**ASSIGNED TASK**: Up to and including the line bearing "position:absolute; right:24px; bottom:24px;", output every line of the entries exactly as written, starting from the first; pictures stay out.

**ENTRIES SUPPLIED**:

◆ ◆ ◆ ◆

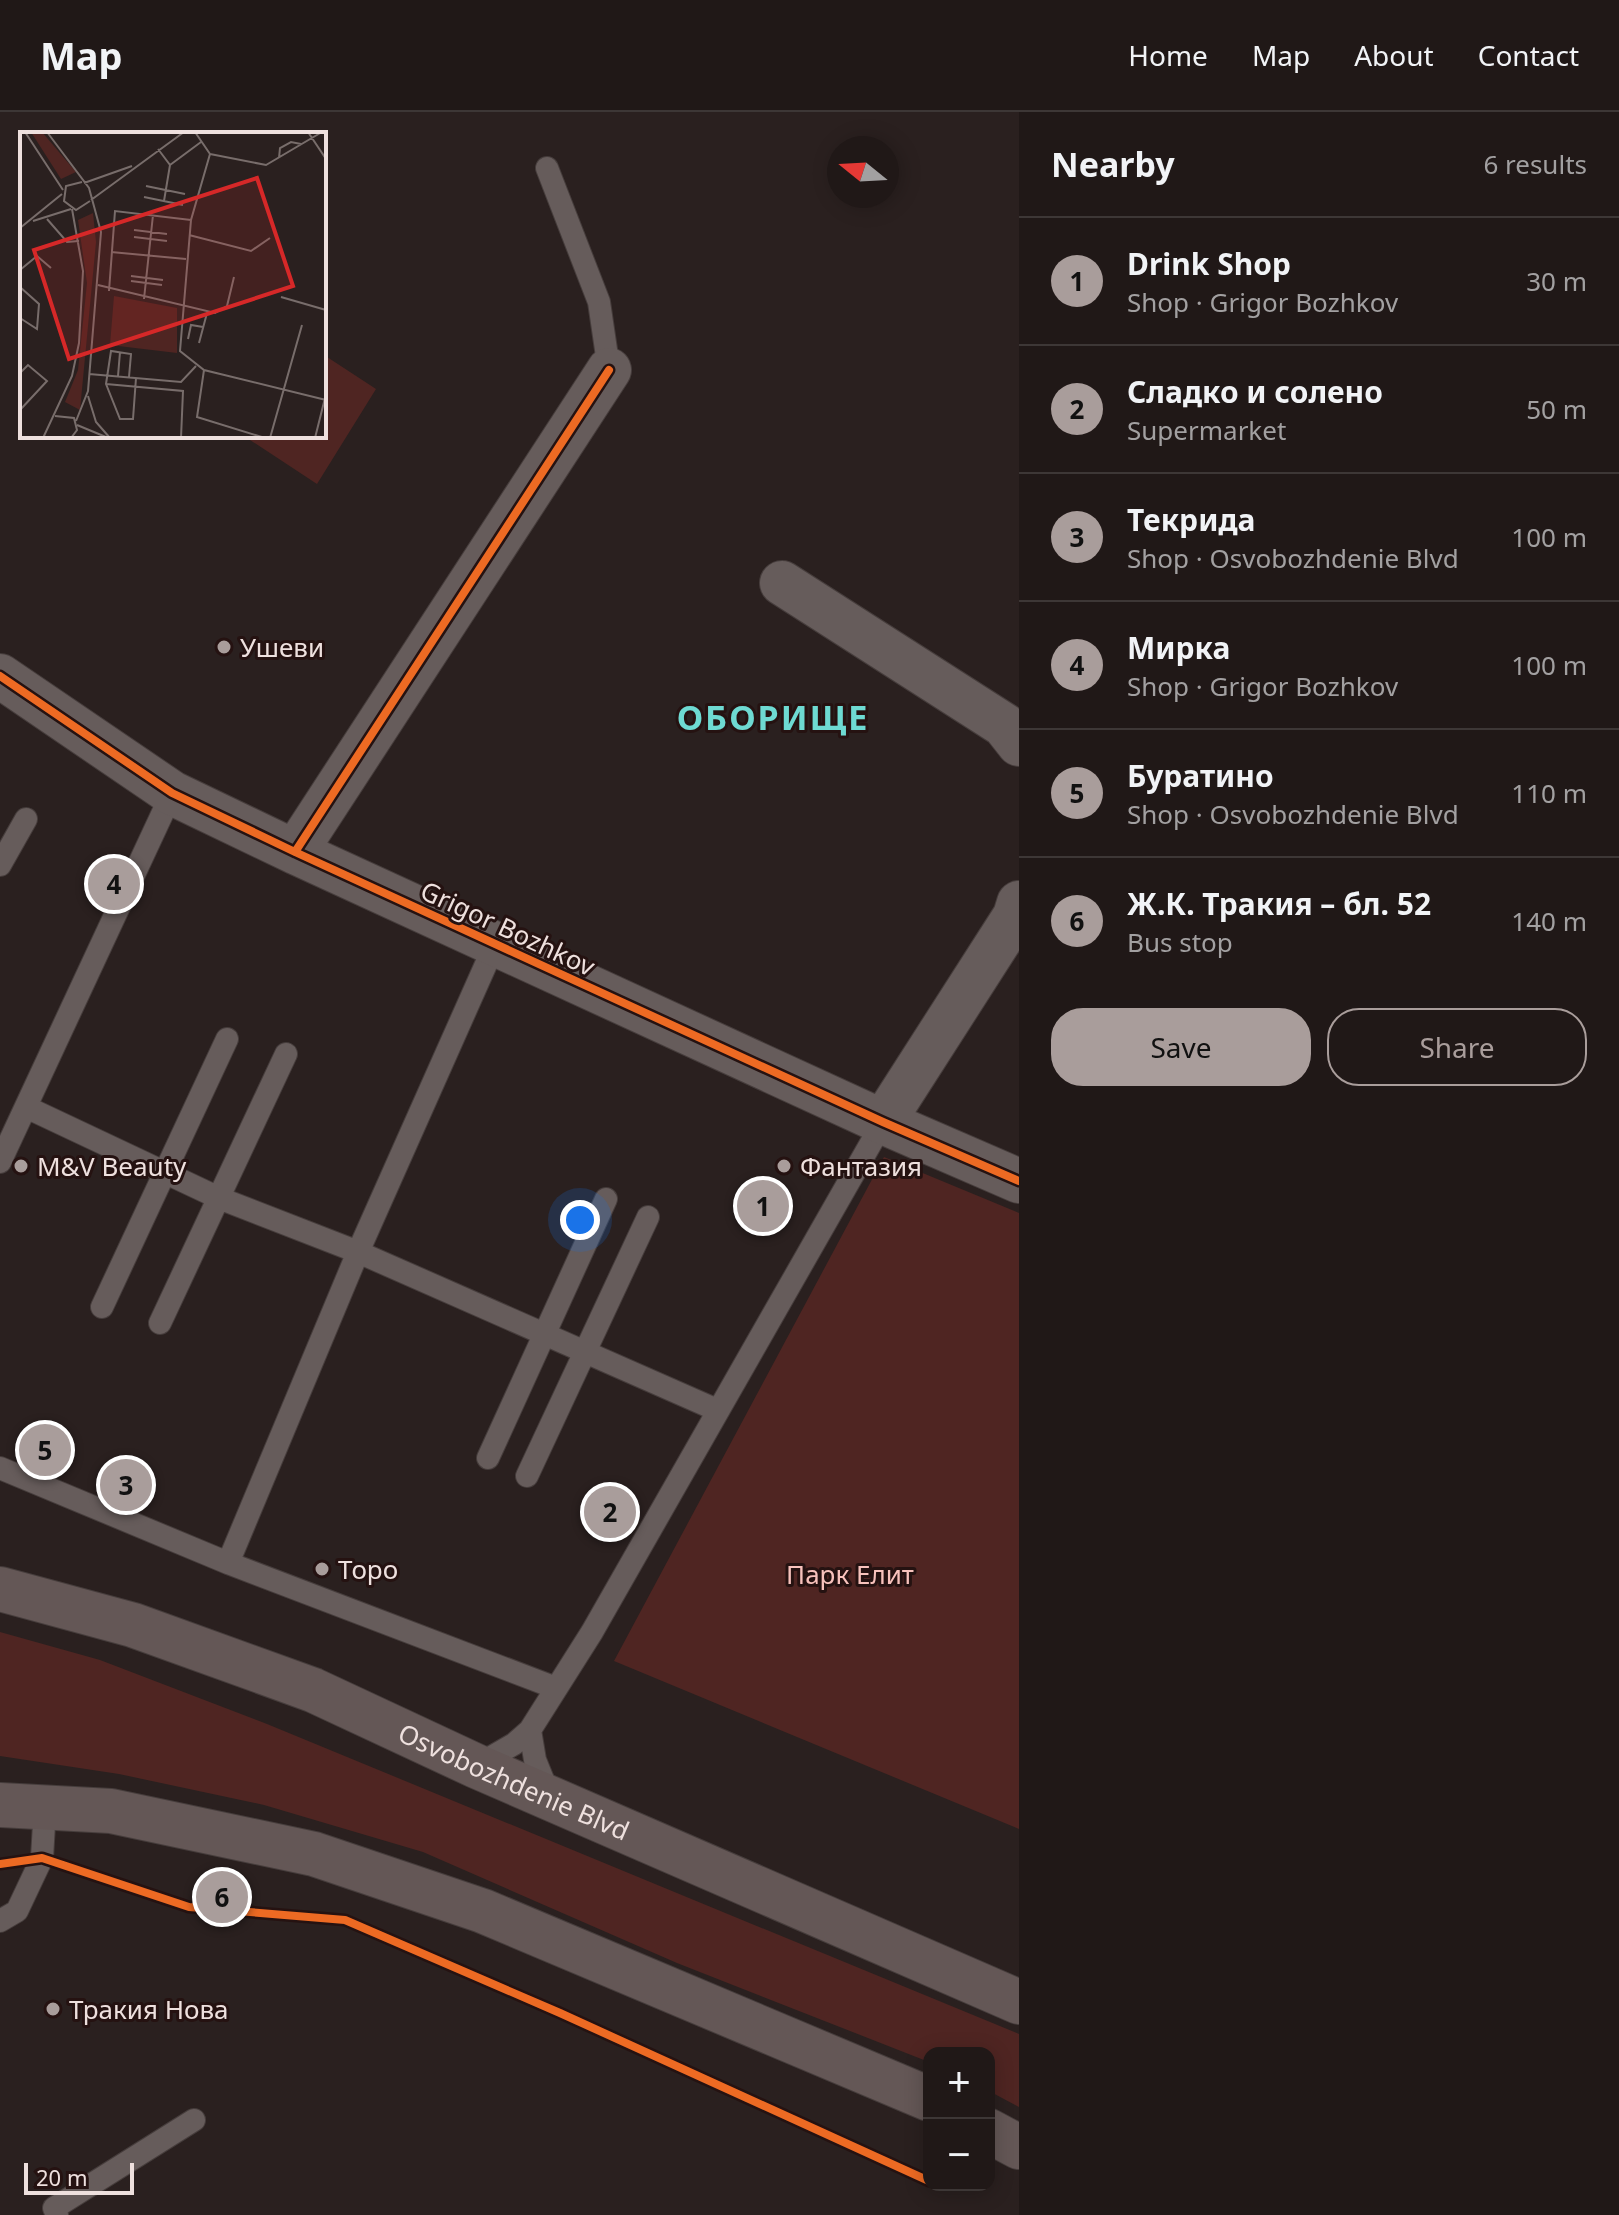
<!DOCTYPE html>
<html lang="en">
<head>
<meta charset="utf-8">
<style>
	body { margin:0; font-family:"Noto Sans",sans-serif; background:#282120; color:#f1f3f6 }
	.controls { position:absolute; right:24px; bottom:24px; display:grid; overflow:hidden; border-radius:16px; box-shadow:0 4px 20px #0003 }
	.controls button { width:72px; height:72px; display:grid; place-items:center; padding:0; border:0; border-bottom:2px solid #3d3736; background:#201817; color:#f1f3f6; font:40px sans-serif }
	.compass { position:absolute; left:827px; top:24px; width:72px; height:72px; border-radius:50%; background:#201817; box-shadow:0 4px 20px #0003; rotate:288deg }
	.scale { position:absolute; left:24px; bottom:20px; width:110px; box-sizing:border-box; padding-left:8px; border:4px solid #eee0de; border-top:0; font-size:22px; line-height:28px; white-space:nowrap; color:#eee0de; -webkit-text-stroke:6px #251211; paint-order:stroke }
	.you { position:absolute; left:580px; top:1108px; width:28px; height:28px; margin:-20px; border:6px solid #fff; border-radius:50%; background:#1a73e8; box-shadow:0 0 0 12px #1a73e833 }
	.badge { display:grid; place-items:center; width:52px; height:52px; border-radius:50%; background:#a99d9b; color:#111; font-size:26px; font-weight:700 }
	.pin { position:absolute; translate:-50% -50%; border:4px solid #fff; box-shadow:0 2px 8px #0006 }
	.list { margin:0; padding:0; list-style:none }
	h2 { display:flex; justify-content:space-between; align-items:center; height:104px; margin:0; padding:0 32px; font-size:34px }
	h2 small { font-size:26px; font-weight:400; color:#a2a0a1 }
	.list li { display:grid; grid-template-columns:52px 1fr auto; gap:24px; align-items:center; box-sizing:border-box; height:128px; padding:0 32px; border-top:2px solid #3d3736 }
	.list b { display:block; font-size:30px; white-space:nowrap }
	.list p { margin:0; font-size:26px; white-space:nowrap; color:#a2a0a1 }
	.list em { font-size:26px; font-style:normal; color:#a2a0a1 }
	.actions { display:flex; gap:16px; padding:24px 32px }
	.actions a { flex:1; padding:18px 0; border:2px solid #a99d9b; border-radius:32px; text-align:center; font-size:28px; color:#a99d9b }
	.actions .main { background:#a99d9b; color:#111 }
	.map { position:relative; flex:none; width:1019px; height:2103px; overflow:hidden }
	header { display:flex; align-items:center; gap:48px; box-sizing:border-box; height:112px; padding:0 40px; background:#201817; border-bottom:2px solid #3d3736 }
	header strong { font-size:38px }
	nav { display:flex; gap:44px; margin-inline-start:auto; font-size:28px }
	main { display:flex }
	aside { flex:1; background:#201817 }
	.map>svg:first-child { display:block }
	.green { fill:#4f2522 }
	.lines { fill:none; stroke-linecap:round; stroke-linejoin:round }
	.service-casing { stroke:#463d3c; stroke-width:24 }
	.minor-casing { stroke:#463d3c; stroke-width:46 }
	.primary-casing { stroke:#463d3c; stroke-width:46 }
	.service { stroke:#665c5b; stroke-width:22 }
	.minor { stroke:#665c5b; stroke-width:44 }
	.primary { stroke:#645756; stroke-width:44 }
	.cycleway-casing { stroke:#251211; stroke-width:13 }
	.cycleway { stroke:#ed6a23; stroke-width:8 }
	.poi-dot { fill:#a99d9b; stroke:#251211; stroke-width:3 }
	.labels { text-anchor:middle; dominant-baseline:central; stroke-width:6; stroke-linejoin:round; paint-order:stroke }
	.poi-label { font-size:26px; fill:#eee0de; stroke:#251211; text-anchor:start }
	.street-label { font-size:26px; fill:#eee0de; stroke:#251211 }
	.park-label { font-size:26px; fill:#f8c2bc; stroke:#251211 }
	.district-label { font-size:34px; font-weight:bold; letter-spacing:2px; fill:#6edad2; stroke:#251211 }
	.inset-road { fill:none; stroke:#786d6b; stroke-width:2 }
	.view { fill:#d62828; fill-opacity:0.15; stroke:#d62828; stroke-width:4 }
	.inset-edge { fill:none; stroke:#eee0de; stroke-width:4 }
</style>
</head>
<body>
<header>
<strong>Map</strong>
<nav><a>Home</a><a>Map</a><a>About</a><a>Contact</a></nav>
</header>
<main>
<div class="map">
<svg width="1019" height="2103" viewBox="0 0 1019 2103">
	<rect width="100%" height="100%" fill="#2a201f"/>
	<path class="green" d="M324 243 376 277 317 372 244 324H324Z
		M884 1045 1019 1101V1717L614 1549Z
		M0 1520 100 1548 267 1612 1019 1922V1995L989 1979V1941H929V1950L677 1851 423 1740 264 1693 119 1662 0 1644Z"/>
	<g class="lines">
		<defs>
			<path id="service" d="M547 56 599 190 609 258
				M0 753 26 707
				M26 995 219 1086 358 1140 717 1298
				M0 1050 172 681
				M102 1195 227 927
				M160 1211 286 942
				M488 1346 606 1087
				M0 1356 228 1451 556 1576
				M527 1364 648 1105
				M228 1451 358 1140 495 832
				M530 1618 535 1648 550 1685
				M476 1654 514 1632 530 1618 592 1520 883 1010
				M0 1809 17 1799 42 1746 45 1695
				M57 2103 54 2096 194 2008"/>
			<path id="minor" d="M782 471 1004 613 1019 632
				M0 564 172 681 295 740 883 1010 1019 1069
				M295 740 609 258
				M883 1010 1015 804 1019 791"/>
			<g id="primary">
				<path id="s1" d="M0 1477 133 1513 313 1578 476 1654 1019 1890"/>
				<path d="M0 1693 111 1699 314 1742 483 1799 929 1987"/>
				<path d="M989 2019 1019 2035"/>
			</g>
		</defs>
		<use href="#service" class="service-casing"/>
		<use href="#minor" class="minor-casing"/>
		<use href="#primary" class="primary-casing"/>
		<use href="#service" class="service"/>
		<use href="#minor" class="minor"/>
		<use href="#primary" class="primary"/>
		<defs>
			<path id="cycleway" d="M0 564 172 681 295 740 883 1010 1019 1069
				M295 740 609 258
				M0 1752 42 1746 189 1795 345 1808 560 1901 929 2069"/>
		</defs>
		<use href="#cycleway" class="cycleway-casing"/>
		<use href="#cycleway" class="cycleway"/>
	</g>
	<g class="poi-dot">
		<circle cx="224" cy="535" r="8"/>
		<circle cx="21" cy="1054" r="8"/>
		<circle cx="784" cy="1054" r="8"/>
		<circle cx="322" cy="1457" r="8"/>
		<circle cx="53" cy="1897" r="8"/>
	</g>
	<g class="labels">
		<g class="poi-label">
			<text x="240" y="535">Ушеви</text>
			<text x="37" y="1054">M&amp;V Beauty</text>
			<text x="800" y="1054">Фантазия</text>
			<text x="338" y="1457">Торо</text>
			<text x="69" y="1897">Тракия Нова</text>
		</g>
		<g class="street-label">
			<text transform="translate(508 816) rotate(25)">Grigor Bozhkov</text>
			<text stroke="none"><textPath href="#s1" startOffset="550">Osvobozhdenie Blvd</textPath></text>
		</g>
		<g class="park-label">
			<text x="850" y="1462">Парк Елит</text>
		</g>
		<g class="district-label">
			<text x="773" y="605">ОБОРИЩЕ</text>
		</g>
	</g>
	<g transform="translate(20 20)">
		<rect width="306" height="306" fill="#2a201f"/>
		<path d="M11 0H22L56 40 41 47ZM73 81 76 110 60 278 45 270 58 238 67 151 58 88ZM94 164 157 176V221L90 213Z" fill="#4f2522"/>
		<path class="inset-road" d="M5 0 43 58M27 0 69 56 81 100 68 259 56 289M175 0 190 22M288 0 306 27M138 17 150 33 144 69M190 22 171 88 160 219 184 238 306 268M190 22 246 33 302 0M259 26 260 16 271 10 281 12M150 33 181 10M62 50 46 54 44 69 56 78 70 69M64 51 112 34M126 54 165 62M124 65 163 73M71 68 164 0M27 87 47 110 59 109M13 89 51 77M0 96 42 62M114 98 147 102M169 103 231 119 250 106M114 105 147 109M91 120 166 127M0 138 17 124 31 136M111 144 143 148M111 149 142 153M78 153 195 181 207 174 214 145M0 155 19 172 17 197 0 186M89 159 95 79 171 88M261 165 306 178M124 167 133 83M168 207 171 193 183 195M179 211 187 181M184 238 177 285 245 306M0 241 8 233 27 249 0 278M69 242 161 250 176 234M98 244 100 220M109 245 111 222 91 219 86 252 100 287H113L116 246M86 252 163 259 161 306M68 264 76 290 90 306M35 284 54 286 57 298 51 306M57 293 86 305M23 306 52 244 59 211 63 139 52 77M250 306 282 193M295 306 306 262"/>
		<path class="view" d="M237 46 273 154 49 227 14 118Z"/>
		<rect width="306" height="306" class="inset-edge"/>
	</g>
</svg>
<div class="controls">
<button>+</button>
<button>−</button>
</div>
<svg class="compass" viewBox="-18 -18 36 36"><path d="M0-13l5 13h-10z" fill="#e53935"/><path d="M0 13l5-13h-10z" fill="#a2a0a1"/></svg>
<div class="scale">20 m</div>
<div class="you"></div>
<div class="pin badge" style="left:763px;top:1094px">1</div>
<div class="pin badge" style="left:610px;top:1400px">2</div>
<div class="pin badge" style="left:126px;top:1373px">3</div>
<div class="pin badge" style="left:114px;top:772px">4</div>
<div class="pin badge" style="left:45px;top:1338px">5</div>
<div class="pin badge" style="left:222px;top:1785px">6</div>
</div>
<aside>
<h2>Nearby<small>6 results</small></h2>
<ul class="list">
<li><span class="badge">1</span><div><b>Drink Shop</b><p>Shop · Grigor Bozhkov</p></div><em>30 m</em></li>
<li><span class="badge">2</span><div><b>Сладко и солено</b><p>Supermarket</p></div><em>50 m</em></li>
<li><span class="badge">3</span><div><b>Текрида</b><p>Shop · Osvobozhdenie Blvd</p></div><em>100 m</em></li>
<li><span class="badge">4</span><div><b>Мирка</b><p>Shop · Grigor Bozhkov</p></div><em>100 m</em></li>
<li><span class="badge">5</span><div><b>Буратино</b><p>Shop · Osvobozhdenie Blvd</p></div><em>110 m</em></li>
<li><span class="badge">6</span><div><b>Ж.К. Тракия – бл. 52</b><p>Bus stop</p></div><em>140 m</em></li>
</ul>
<div class="actions"><a class="main">Save</a><a>Share</a></div>
</aside>
</main>
</body>
</html>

◆ ◆ ◆ ◆

**ANSWER SPACE**:
<!DOCTYPE html>
<html lang="en">
<head>
<meta charset="utf-8">
<style>
	body { margin:0; font-family:"Noto Sans",sans-serif; background:#282120; color:#f1f3f6 }
	.controls { position:absolute; right:24px; bottom:24px; display:grid; overflow:hidden; border-radius:16px; box-shadow:0 4px 20px #0003 }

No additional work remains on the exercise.